How and Why I Became a 'Manager'
March 16, 2017
After my previous post about my approach to technical interviewing, I received some requests to write more about my career path. In this post, I’m will attempt to answer a question I get asked somewhat regularly: Why did I stop writing code and become a manager?
How did I choose Software?
Before we can dive into why I became a manager, we need to explore a bit more about who I was. Growing up, I loved Legos. I would spent hours building custom lego creations. As I got older, my family got a Commodore 64 and I spent hours playing cartridge games, watching Zaxxon fail to load from cassette tape, and typing in programs printed in computer magazines.While I was in High School, I ran a dial-up BBS on a computer made from parts cobbled together from old computers and occasional purchases from Computer Shopper. I took all three classes in our computer lab at the High School: Typing, BASIC Programming, and Computer Drafting. Typing was the most important of those three. When I exhausted every class at the High School, I took a Turbo Pascal class at the local community college. If I wasn’t already convinced (I was), after that I knew I wanted to write software for a living.
I went to the University of Illinois to study Computer Science. Studying Computer Science at UIUC was the fulfillment of a dream for me, but I quickly made a small change. During my Freshman year I switched to Computer Engineering. This was precipitated by my experience with the Introduction to Algorithms class. It involved way too much math and theoretical thinking. I just wanted to learn was how computers worked. The Computer Engineering program offered a lot more low-level classes and less theoretical programming classes. My favorite class was our microprocessor design, where we started with basic logic gates and built up to a pipelined processor, including writing a program and running it on the processor. My second favorite class was x86 Assembly programming. I was happy with my choice to switch to Computer Engineering, and it put me in the position I dreamed of as a kid, I got to get paid to write software.
Did I like Software?
After graduating I started working for a consulting company. They did a great job of training new college graduates with a well-defined self-directed training course in C++. That was, practically speaking, the first and last time I got paid to write C++. The world was quickly transitioning to the web and Java. I was among the first members of our staff to learn Java for new projects, and being a primary Microsoft shop, a little J++ as well.It was amazing. I was learning something new every day, and getting to build applications that real people were using every day. It was also when I first learned to dislike process and management.
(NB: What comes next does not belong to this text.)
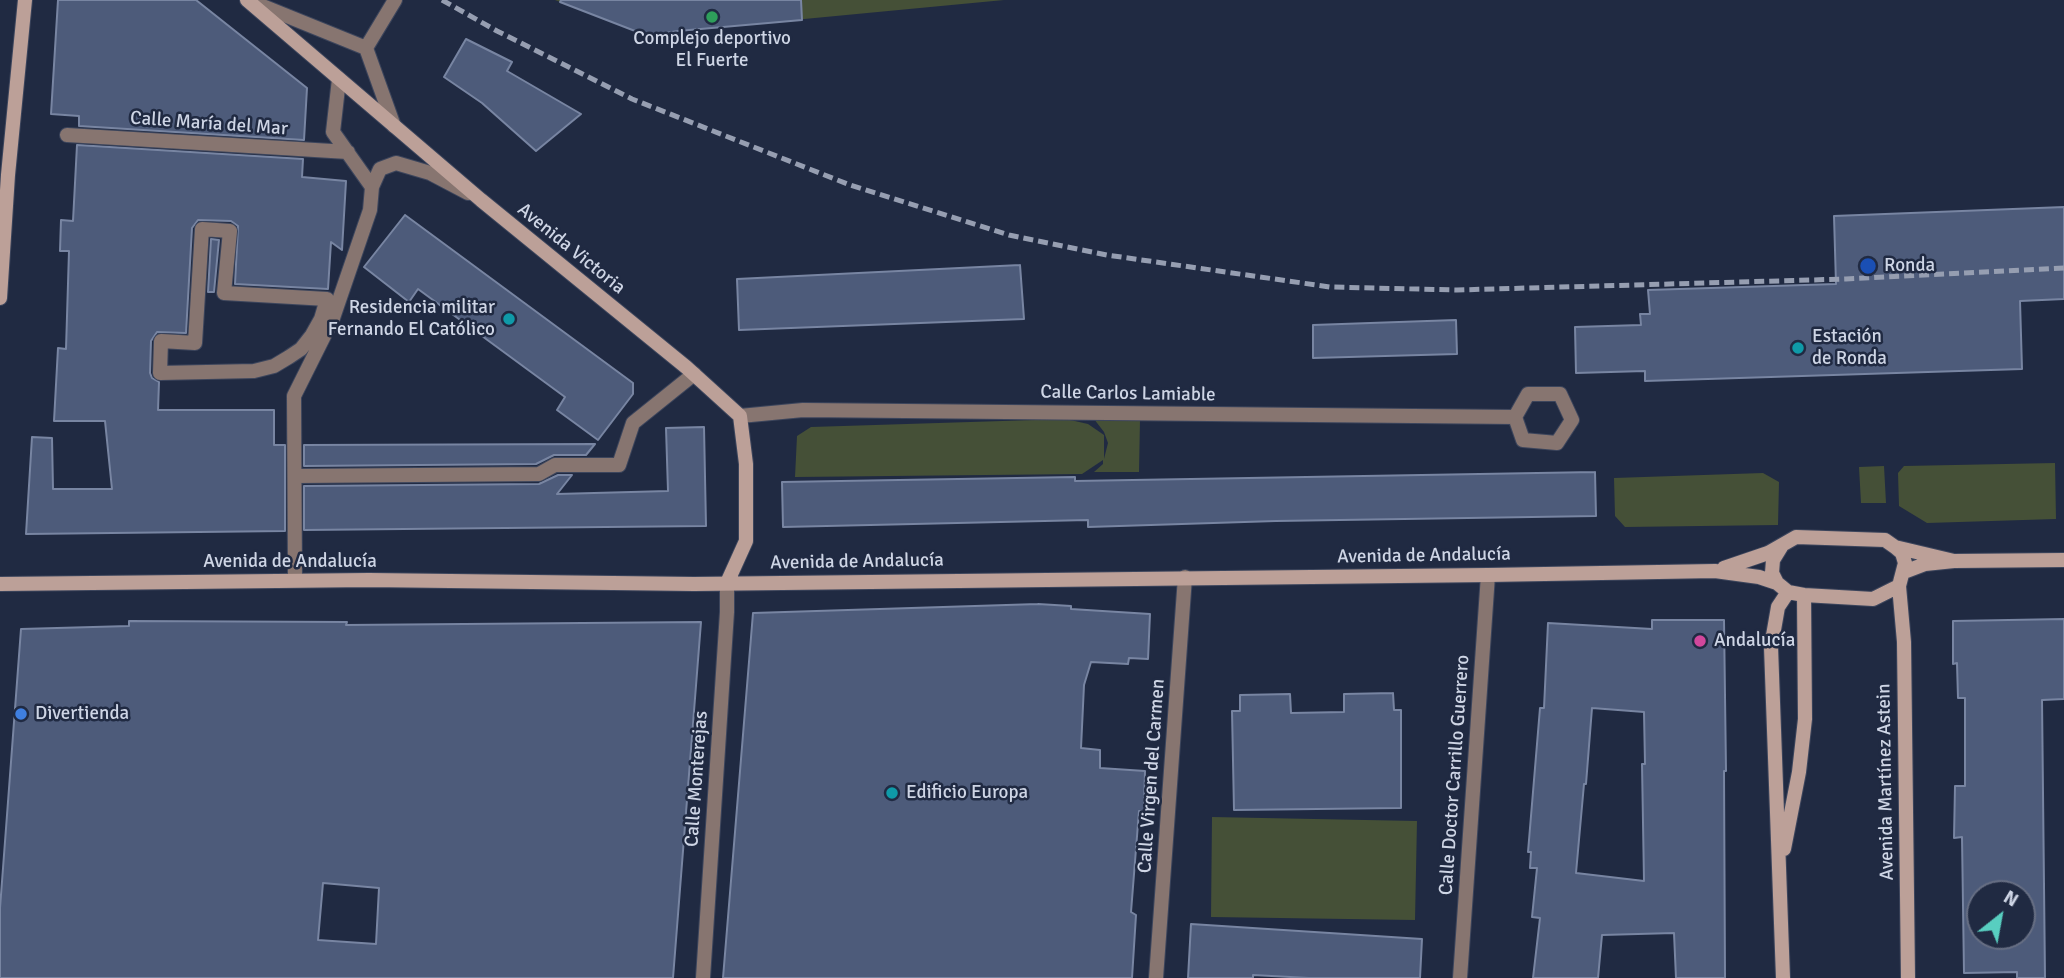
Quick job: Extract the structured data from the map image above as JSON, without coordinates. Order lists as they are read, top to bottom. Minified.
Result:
{"streets":{"main road":["Avenida Victoria","Avenida de Andalucía","Avenida Martínez Astein"],"street":["Calle María del Mar","Calle Carlos Lamiable","Calle Doctor Carrillo Guerrero","Calle Virgen del Carmen","Calle Monterejas"]},"crossings":[["Avenida Victoria","Calle Carlos Lamiable"],["Avenida de Andalucía","Calle Doctor Carrillo Guerrero"],["Avenida de Andalucía","Calle Virgen del Carmen"],["Avenida de Andalucía","Calle Monterejas"],["Avenida de Andalucía","Avenida Martínez Astein"]],"places":["Complejo deportivo El Fuerte","Ronda","Residencia militar Fernando El Católico","Estación de Ronda","Andalucía","Divertienda","Edificio Europa"],"north":"top right"}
This is probably best exemplified by a quick story. On the first project I had an opportunity to lead, I was asked to document the object model. According to our process, this involved opening up Microsoft Word, and defining each class and public method, including method signatures and JavaDoc formatted documentation in Microsoft Word. I thought it was a complete waste of time, I was frustrated that management didn’t understand software development, and I just wanted all the ‘useless’ people to get out of the way and let me build software.
I had another experience that furthered my distain for anyone other than developers. We were implementing Enterprise Application Integration (EAI) software written by Active Software for one of our clients. This involved moving data between several different enterprise systems. The pattern we used was to define a single message format for each data type that would contain all the data that could be consumed by every end systems. Active Software called this a ‘Canonical Message’. However, apparently the client didn’t understand what the world ‘canonical’ meant, and I spent the better part of an afternoon and the entire evening in a conference room with the entire project team attempting to come up with a new way to describe a canonical message without using the word canonical. It drove me CRAZY. I wanted everyone to get out of my way and let me go build something.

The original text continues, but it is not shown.